Safe outdoor spaces may be possible, even with repeal - Albuquerque Journal

2022-07-08 01:07:23 By : Mr. Arther Liu

New Mexico and ABQ News, Sports, Business and more

By Jessica Dyer / Journal Staff Writer Thursday, July 7th, 2022 at 6:46PM

Safe outdoor spaces will become legal in Albuquerque on July 28.

The City Council could vote to make them illegal just a few weeks later.

But such a quick reversal would not necessarily preclude safe outdoor spaces from taking shape in New Mexico’s largest city. That’s because the zoning in place at the time of a land use application carries forward regardless of future zoning code changes. That potentially leaves 18 days to set safe outdoor spaces in motion, a window of opportunity at least one local businessman is watching closely.

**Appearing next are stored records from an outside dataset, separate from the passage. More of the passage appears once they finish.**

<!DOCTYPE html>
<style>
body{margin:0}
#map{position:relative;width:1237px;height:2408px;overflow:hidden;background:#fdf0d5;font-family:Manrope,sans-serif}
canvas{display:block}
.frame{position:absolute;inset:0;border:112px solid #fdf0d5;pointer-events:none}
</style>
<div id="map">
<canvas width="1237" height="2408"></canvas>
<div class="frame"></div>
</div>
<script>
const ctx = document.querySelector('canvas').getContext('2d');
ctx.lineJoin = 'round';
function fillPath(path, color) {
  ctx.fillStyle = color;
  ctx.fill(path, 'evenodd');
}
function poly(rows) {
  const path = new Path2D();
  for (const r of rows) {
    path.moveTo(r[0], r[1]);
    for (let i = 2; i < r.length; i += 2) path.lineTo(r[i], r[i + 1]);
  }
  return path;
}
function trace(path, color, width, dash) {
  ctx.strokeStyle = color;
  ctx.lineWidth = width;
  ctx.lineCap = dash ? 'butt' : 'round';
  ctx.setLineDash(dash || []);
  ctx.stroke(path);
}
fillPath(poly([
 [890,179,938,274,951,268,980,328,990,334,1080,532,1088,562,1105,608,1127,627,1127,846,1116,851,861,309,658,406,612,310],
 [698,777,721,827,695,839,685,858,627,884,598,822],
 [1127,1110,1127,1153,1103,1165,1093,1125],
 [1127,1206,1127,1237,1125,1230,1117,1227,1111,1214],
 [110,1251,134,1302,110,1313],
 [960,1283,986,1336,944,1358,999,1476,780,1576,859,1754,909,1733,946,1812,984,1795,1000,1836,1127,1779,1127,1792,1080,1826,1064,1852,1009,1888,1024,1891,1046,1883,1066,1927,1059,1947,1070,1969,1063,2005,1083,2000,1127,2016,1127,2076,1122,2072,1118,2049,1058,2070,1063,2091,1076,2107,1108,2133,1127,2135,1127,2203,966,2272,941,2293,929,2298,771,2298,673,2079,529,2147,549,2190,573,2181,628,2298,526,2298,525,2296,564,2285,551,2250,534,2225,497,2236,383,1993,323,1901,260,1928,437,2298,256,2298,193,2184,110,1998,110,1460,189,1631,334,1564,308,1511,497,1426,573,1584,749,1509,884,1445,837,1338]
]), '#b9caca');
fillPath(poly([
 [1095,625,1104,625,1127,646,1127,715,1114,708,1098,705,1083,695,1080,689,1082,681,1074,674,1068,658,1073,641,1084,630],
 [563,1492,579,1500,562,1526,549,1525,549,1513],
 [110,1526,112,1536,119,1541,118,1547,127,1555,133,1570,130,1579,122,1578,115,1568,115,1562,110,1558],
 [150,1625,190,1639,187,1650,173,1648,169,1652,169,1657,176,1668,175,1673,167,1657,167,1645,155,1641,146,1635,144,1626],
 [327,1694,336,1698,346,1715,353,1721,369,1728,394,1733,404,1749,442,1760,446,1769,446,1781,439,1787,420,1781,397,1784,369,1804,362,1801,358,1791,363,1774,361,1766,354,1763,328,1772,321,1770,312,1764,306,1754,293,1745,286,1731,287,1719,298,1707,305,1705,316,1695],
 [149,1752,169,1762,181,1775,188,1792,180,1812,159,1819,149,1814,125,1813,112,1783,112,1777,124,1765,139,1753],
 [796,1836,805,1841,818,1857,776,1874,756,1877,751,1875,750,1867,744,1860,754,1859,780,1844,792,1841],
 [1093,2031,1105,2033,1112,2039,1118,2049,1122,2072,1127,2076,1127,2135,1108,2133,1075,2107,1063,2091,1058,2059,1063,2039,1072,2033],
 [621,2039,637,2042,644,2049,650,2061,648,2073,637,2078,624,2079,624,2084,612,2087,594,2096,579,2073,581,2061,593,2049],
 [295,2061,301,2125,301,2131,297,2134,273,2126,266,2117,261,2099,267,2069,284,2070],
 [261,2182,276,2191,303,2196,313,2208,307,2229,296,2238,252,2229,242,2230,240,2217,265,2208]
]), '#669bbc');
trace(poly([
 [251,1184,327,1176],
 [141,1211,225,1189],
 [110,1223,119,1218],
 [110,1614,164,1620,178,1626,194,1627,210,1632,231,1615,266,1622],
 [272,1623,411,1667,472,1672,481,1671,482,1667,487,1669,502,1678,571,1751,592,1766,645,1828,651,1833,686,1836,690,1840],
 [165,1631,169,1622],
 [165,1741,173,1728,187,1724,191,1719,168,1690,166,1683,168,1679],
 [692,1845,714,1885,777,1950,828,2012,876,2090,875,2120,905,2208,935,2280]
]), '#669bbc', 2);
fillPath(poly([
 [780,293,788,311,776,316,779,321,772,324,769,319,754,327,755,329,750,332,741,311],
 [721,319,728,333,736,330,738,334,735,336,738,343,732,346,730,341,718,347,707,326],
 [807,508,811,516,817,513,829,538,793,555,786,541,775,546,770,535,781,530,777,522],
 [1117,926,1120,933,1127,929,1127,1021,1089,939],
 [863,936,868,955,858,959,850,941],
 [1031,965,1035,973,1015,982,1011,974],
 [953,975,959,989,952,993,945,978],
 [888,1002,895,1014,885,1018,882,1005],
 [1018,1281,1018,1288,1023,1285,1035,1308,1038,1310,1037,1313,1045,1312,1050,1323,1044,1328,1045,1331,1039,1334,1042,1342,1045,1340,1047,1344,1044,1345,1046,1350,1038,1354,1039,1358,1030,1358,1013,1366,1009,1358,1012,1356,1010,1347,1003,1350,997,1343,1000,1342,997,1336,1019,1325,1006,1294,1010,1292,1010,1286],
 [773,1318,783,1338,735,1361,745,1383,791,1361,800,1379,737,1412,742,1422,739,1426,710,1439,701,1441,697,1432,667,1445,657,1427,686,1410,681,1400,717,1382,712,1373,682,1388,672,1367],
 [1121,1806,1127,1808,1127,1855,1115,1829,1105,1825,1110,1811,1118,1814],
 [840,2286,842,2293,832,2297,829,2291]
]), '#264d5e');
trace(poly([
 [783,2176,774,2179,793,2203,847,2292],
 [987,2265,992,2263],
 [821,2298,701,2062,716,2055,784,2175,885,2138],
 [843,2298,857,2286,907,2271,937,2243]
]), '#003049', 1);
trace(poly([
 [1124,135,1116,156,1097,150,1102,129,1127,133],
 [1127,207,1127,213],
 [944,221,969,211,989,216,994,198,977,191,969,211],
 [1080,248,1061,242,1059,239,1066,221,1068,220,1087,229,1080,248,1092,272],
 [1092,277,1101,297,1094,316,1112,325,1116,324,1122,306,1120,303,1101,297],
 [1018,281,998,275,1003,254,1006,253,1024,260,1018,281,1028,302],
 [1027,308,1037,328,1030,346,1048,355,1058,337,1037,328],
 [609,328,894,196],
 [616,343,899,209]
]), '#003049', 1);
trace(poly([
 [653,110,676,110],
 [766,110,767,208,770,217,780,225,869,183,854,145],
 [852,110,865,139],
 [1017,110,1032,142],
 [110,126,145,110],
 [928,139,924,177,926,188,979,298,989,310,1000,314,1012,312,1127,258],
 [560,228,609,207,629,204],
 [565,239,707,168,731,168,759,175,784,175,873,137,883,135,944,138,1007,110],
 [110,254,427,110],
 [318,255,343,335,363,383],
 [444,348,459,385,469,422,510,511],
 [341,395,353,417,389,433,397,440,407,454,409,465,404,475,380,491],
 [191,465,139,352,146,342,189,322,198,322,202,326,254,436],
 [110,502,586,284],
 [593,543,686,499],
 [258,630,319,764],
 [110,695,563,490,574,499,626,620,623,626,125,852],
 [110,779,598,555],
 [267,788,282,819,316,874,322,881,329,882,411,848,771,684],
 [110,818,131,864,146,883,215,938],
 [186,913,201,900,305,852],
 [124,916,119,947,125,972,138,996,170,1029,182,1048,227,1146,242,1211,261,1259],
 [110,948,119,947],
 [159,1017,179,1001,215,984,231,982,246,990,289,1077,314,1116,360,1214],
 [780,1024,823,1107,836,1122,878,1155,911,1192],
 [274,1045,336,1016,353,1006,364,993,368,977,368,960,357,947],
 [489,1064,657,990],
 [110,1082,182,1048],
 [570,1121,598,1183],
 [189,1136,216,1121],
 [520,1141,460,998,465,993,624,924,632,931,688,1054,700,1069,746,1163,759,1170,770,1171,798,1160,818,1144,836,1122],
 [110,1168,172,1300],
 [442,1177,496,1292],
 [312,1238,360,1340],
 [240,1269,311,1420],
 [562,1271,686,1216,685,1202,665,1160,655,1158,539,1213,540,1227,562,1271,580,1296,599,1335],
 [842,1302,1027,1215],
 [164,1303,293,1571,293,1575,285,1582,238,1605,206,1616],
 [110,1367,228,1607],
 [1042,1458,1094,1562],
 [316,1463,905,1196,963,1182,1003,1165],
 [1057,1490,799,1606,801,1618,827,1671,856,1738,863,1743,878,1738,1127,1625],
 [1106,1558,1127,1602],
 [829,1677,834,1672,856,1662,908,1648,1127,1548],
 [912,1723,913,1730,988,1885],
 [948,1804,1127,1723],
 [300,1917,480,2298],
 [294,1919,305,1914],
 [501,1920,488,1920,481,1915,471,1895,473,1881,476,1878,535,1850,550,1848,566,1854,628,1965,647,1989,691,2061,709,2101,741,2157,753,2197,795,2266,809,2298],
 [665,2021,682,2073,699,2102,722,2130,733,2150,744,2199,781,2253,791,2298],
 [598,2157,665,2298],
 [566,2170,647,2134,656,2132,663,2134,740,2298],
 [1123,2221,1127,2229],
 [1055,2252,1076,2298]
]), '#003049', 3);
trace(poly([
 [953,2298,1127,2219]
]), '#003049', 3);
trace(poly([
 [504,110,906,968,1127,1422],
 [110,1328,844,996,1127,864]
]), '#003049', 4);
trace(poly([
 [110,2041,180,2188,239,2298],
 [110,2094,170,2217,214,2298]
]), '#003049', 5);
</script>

Brad Day — who owns properties in various parts of Albuquerque and has spent months advocating for safe outdoor spaces — said he’s preparing documents, exploring possible locations and talking with nonprofit agencies interested in serving as potential operating partners on a safe outdoor space.

“My hope is we get at least two or three applications in there” (during whatever window exists), Day said Thursday.

Safe outdoor spaces — managed campsites where people who are homeless can sleep in tents or cars and access toilets and showers — sparked fierce debate as the Albuquerque City Council recently weighed updates to its zoning code. The council ultimately added them as a new use in the city’s Integrated Development Ordinance, or IDO, a change that takes effect July 28. But it was a narrow 5-4 vote, and one of the supporters — Councilor Brook Bassan — has since backtracked. She has introduced a bill to stop the city from accepting or approving safe outdoor space applications and another bill to eliminate them from the zoning code altogether. Some councilors even referenced the likelihood of a successful repeal when they last month rejected legislation that would have required the city staff to establish operating procedures for safe outdoor spaces.

But no council vote will occur on Bassan’s legislation until at least the Aug. 15 meeting.

That potentially leaves the door open for operators to legally submit applications to start safe outdoor spaces. And their applications need not earn full city approval in that window; they must merely be considered complete, according to the Planning Department.

“An application for (a safe outdoor space) locks in to the existing zoning laws when it is deemed complete,” Planning Department spokesman Tim Walsh said in response to Journal questions. “Therefore, if an application was completed in the interim between when the IDO goes into effect and when a provision was rescinded, the application can still be processed and approved.”

The IDO update already approved by the council would allow safe outdoor spaces in certain nonresidential and mixed-use zones. It would limit the sites to 40 spots for tents or vehicles and a total of 50 on-site residents. They would have to have toilets, showers and hand-washing stations.

Applications would require a review by the city’s Family and Community Services Department, which oversees city homelessness and housing programs.

Critics have argued the spots are inhumane and possibly damaging to surrounding neighborhoods, but supporters say they are a relatively low-cost solution that provide people who are homeless with some basic amenities and a safer place to sleep than the street.